You can simply run it via
bundle audit and it will report insecure gem sources as well as library versions that have known vulnerabilities:
$ bundle audit Insecure Source URI found: git://github.com/compass/compass-rails.git Insecure Source URI found: git://github.com/sinatra/sinatra.git Name: nokogiri Version: 1.8.2 Advisory: CVE-2018-8048 Criticality: Unknown URL: https://github.com/sparklemotion/nokogiri/pull/1746 Title: Revert libxml2 behavior in Nokogiri gem that could cause XSS Solution: upgrade to >= 1.8.3 Name: paperclip Version: 4.3.7 Advisory: CVE-2017-0889 Criticality: High URL: https://github.com/thoughtbot/paperclip/pull/2435 Title: Paperclip ruby gem suffers from a Server-Side Request Forgery (SSRF) vulnerability in the Paperclip::UriAdapter and Paperclip::HttpUrlProxyAdapter class. Solution: upgrade to >= 5.2.0 Vulnerabilities found!

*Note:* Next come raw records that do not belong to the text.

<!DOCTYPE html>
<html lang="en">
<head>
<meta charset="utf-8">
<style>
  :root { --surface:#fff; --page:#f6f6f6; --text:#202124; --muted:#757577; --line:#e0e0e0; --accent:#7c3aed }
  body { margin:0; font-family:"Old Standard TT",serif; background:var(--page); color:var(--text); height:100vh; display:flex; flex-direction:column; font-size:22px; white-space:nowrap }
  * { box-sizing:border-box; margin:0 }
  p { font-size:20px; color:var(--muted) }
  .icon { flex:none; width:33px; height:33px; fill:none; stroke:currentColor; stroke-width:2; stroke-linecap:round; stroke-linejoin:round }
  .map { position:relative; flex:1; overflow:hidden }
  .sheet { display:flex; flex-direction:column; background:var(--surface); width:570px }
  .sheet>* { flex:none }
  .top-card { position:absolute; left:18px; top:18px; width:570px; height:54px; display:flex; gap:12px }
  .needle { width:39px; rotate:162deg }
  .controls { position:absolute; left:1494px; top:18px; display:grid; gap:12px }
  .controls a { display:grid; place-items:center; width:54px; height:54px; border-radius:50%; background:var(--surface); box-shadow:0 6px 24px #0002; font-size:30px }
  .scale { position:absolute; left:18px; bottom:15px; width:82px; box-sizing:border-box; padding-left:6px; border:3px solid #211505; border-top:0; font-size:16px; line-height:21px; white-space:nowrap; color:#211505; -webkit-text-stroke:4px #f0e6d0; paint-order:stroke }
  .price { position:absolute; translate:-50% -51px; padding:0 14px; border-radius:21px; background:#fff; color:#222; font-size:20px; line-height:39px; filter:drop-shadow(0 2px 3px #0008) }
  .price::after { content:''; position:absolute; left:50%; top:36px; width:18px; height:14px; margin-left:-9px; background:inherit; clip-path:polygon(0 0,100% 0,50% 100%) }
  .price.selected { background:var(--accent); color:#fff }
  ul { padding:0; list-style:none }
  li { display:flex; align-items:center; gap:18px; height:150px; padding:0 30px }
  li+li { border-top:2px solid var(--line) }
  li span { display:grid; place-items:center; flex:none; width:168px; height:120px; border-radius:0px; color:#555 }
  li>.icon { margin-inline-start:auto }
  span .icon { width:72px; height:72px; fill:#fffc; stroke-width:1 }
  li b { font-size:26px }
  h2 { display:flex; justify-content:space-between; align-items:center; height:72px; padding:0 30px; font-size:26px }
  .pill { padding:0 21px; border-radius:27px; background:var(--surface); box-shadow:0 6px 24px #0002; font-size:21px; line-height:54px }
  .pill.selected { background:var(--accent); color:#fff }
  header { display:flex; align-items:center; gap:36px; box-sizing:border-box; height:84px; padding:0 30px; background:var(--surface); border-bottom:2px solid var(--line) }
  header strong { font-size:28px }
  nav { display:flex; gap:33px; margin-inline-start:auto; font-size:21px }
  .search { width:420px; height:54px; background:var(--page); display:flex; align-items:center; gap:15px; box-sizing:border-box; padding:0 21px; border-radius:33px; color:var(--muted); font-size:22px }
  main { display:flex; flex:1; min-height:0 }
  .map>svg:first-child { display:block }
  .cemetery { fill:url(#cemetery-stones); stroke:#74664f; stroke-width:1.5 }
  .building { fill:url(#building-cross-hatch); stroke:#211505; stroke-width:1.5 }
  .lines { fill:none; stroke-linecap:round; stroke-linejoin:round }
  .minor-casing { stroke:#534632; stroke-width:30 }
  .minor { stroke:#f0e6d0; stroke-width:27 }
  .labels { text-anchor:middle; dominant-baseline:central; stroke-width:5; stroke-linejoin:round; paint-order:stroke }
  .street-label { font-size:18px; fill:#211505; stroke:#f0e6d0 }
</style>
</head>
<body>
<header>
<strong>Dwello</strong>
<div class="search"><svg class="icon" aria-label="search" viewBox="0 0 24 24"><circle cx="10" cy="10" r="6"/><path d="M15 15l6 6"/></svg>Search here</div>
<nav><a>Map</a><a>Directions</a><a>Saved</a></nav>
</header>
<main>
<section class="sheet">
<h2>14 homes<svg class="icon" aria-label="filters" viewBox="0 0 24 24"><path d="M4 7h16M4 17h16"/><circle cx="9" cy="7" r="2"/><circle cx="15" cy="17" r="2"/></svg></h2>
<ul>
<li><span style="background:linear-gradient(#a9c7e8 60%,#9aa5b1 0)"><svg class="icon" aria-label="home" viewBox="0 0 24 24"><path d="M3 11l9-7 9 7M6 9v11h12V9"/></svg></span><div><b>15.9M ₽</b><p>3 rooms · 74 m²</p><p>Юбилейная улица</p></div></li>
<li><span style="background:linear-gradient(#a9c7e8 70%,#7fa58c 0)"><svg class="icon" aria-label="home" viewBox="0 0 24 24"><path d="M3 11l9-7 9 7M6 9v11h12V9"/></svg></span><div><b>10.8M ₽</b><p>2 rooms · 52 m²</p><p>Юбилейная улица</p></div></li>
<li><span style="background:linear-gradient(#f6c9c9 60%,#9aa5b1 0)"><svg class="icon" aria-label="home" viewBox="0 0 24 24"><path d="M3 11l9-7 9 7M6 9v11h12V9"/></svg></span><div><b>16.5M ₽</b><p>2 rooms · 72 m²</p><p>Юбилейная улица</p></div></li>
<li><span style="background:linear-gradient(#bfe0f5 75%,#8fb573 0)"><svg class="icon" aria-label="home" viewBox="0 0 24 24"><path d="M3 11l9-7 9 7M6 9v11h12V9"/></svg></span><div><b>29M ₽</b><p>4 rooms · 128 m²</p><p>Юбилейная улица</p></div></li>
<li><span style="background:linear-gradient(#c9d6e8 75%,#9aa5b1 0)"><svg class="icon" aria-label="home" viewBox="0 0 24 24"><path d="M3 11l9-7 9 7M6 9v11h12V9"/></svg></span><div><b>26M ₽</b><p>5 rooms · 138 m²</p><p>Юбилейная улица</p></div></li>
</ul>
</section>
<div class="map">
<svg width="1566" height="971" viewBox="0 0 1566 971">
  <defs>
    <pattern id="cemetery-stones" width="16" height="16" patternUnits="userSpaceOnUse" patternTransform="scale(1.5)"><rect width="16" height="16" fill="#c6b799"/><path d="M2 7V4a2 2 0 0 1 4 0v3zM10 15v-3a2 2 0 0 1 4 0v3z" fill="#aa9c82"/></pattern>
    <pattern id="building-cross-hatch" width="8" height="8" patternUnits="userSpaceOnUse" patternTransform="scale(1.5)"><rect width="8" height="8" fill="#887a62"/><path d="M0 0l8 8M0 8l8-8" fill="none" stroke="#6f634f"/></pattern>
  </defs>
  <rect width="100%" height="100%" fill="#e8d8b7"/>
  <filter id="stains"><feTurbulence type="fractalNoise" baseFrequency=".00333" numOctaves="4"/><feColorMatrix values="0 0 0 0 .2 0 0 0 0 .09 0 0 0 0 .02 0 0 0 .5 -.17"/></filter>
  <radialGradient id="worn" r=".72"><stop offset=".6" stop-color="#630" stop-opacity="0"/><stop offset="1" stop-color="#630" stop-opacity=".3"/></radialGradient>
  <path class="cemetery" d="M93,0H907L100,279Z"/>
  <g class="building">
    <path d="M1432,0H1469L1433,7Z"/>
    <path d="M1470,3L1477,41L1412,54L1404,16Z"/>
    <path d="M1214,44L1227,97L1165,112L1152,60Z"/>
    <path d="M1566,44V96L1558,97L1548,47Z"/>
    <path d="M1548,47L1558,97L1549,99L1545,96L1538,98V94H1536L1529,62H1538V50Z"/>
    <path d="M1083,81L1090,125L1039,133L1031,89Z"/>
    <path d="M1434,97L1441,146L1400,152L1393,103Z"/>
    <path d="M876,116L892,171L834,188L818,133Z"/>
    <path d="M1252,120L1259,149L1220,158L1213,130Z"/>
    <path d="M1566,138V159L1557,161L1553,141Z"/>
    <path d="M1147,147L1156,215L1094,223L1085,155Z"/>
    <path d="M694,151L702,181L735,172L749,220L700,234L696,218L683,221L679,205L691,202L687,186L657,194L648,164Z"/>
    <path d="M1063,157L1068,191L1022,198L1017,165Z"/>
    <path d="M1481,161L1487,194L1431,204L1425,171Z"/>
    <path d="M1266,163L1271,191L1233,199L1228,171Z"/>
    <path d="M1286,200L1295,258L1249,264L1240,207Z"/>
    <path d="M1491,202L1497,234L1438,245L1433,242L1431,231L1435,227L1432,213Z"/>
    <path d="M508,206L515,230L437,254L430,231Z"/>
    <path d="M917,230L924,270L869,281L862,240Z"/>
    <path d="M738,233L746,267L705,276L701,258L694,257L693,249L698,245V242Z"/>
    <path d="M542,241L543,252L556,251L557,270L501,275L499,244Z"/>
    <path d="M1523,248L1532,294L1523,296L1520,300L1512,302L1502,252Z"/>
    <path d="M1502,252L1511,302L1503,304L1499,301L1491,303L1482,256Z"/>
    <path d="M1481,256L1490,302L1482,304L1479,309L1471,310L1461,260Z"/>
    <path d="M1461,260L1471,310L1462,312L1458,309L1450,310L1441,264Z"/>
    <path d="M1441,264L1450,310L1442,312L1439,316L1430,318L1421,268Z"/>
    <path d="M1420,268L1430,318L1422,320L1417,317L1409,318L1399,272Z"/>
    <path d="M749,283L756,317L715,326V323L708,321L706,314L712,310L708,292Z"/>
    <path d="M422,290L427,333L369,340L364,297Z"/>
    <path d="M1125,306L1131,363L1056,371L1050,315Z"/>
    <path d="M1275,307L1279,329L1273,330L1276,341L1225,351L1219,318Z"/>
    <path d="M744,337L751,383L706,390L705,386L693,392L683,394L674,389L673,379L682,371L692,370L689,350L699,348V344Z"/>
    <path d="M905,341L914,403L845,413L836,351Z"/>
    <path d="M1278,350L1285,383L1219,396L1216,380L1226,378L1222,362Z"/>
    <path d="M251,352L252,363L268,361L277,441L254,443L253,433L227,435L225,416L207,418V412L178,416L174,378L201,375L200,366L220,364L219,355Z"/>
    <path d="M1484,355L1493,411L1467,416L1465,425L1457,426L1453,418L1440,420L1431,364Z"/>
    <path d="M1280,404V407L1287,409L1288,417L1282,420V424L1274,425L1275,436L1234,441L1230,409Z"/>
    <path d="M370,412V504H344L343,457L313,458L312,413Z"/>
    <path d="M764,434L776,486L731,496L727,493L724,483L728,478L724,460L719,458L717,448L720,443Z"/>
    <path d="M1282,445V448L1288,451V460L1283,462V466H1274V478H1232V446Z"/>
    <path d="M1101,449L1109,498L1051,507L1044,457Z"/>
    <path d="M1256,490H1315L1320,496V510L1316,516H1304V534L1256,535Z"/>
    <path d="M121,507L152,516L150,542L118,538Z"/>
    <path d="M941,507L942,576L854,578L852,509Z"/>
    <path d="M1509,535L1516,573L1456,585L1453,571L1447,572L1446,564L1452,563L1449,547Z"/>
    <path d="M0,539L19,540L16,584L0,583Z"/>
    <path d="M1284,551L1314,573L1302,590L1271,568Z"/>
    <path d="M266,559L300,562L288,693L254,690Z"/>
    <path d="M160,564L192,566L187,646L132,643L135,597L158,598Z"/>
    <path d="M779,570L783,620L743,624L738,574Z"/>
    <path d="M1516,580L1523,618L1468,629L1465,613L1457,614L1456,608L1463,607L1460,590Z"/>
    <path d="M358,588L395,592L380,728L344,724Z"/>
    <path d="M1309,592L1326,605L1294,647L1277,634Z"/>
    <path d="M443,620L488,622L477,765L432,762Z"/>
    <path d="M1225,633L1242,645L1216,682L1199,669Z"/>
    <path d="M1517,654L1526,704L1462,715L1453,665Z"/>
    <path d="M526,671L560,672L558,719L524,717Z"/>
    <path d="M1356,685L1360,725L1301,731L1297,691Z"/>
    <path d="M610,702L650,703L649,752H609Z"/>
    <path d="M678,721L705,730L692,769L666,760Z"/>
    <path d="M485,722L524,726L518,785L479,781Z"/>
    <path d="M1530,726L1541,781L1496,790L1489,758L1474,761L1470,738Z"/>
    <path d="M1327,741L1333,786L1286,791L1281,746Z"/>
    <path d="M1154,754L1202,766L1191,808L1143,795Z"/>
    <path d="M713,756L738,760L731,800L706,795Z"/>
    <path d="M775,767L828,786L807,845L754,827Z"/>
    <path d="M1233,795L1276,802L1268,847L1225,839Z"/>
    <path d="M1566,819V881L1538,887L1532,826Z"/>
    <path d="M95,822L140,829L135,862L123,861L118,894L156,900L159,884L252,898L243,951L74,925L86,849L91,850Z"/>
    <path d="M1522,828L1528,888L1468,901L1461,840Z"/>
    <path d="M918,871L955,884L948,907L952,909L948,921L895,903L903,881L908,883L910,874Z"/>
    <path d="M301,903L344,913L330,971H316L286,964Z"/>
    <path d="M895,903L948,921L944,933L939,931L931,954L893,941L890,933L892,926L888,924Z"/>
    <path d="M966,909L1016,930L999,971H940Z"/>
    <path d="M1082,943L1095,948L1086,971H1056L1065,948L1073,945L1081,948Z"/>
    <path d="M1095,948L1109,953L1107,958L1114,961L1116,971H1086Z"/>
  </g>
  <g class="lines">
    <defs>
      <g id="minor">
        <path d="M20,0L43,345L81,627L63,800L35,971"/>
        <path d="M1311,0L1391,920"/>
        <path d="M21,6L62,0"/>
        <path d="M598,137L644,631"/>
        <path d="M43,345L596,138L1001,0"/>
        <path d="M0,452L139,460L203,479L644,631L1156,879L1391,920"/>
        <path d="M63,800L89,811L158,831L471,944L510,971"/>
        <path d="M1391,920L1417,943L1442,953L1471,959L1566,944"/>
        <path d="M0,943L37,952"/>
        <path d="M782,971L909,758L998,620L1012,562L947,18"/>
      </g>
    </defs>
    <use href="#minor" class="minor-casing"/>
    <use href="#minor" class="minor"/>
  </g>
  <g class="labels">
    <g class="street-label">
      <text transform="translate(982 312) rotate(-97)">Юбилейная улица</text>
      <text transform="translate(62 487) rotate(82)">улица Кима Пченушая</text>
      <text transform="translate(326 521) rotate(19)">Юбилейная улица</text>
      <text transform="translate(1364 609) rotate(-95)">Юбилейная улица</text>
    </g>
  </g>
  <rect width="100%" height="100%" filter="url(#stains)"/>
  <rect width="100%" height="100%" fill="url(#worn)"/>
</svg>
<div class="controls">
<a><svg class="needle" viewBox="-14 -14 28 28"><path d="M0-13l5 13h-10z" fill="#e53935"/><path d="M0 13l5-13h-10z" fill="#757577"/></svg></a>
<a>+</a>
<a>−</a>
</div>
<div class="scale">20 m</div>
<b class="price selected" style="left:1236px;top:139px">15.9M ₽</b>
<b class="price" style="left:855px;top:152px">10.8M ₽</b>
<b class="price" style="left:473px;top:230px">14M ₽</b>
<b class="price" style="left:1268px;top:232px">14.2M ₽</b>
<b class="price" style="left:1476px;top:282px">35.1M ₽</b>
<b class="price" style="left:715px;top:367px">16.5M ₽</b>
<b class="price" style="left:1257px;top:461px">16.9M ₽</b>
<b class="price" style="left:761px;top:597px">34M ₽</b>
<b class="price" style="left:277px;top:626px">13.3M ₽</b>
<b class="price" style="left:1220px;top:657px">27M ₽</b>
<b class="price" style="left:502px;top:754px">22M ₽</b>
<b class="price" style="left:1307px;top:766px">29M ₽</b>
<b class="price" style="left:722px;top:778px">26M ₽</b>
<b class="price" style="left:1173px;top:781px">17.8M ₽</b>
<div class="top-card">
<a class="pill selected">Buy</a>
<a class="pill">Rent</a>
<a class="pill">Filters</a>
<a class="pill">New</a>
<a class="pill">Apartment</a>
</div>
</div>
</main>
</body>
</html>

To update your local copy of the Ruby Advisory DB you can use the following command:
$ bundle audit update Updating ruby-advisory-db ... From https://github.com/rubysec/ruby-advisory-db * branch master -> FETCH_HEAD Already up to date. Current branch master is up to date. Updated ruby-advisory-db ruby-advisory-db: 317 advisories
You can also combine both of these operations via the
bundle audit check --update command, which we execute as part of our CI pipeline.
Bonus tip: when updating your vulnerable gem you may want to keep changes to a minimum and
bundle update has a useful
--conservative option which will not update any shared dependencies.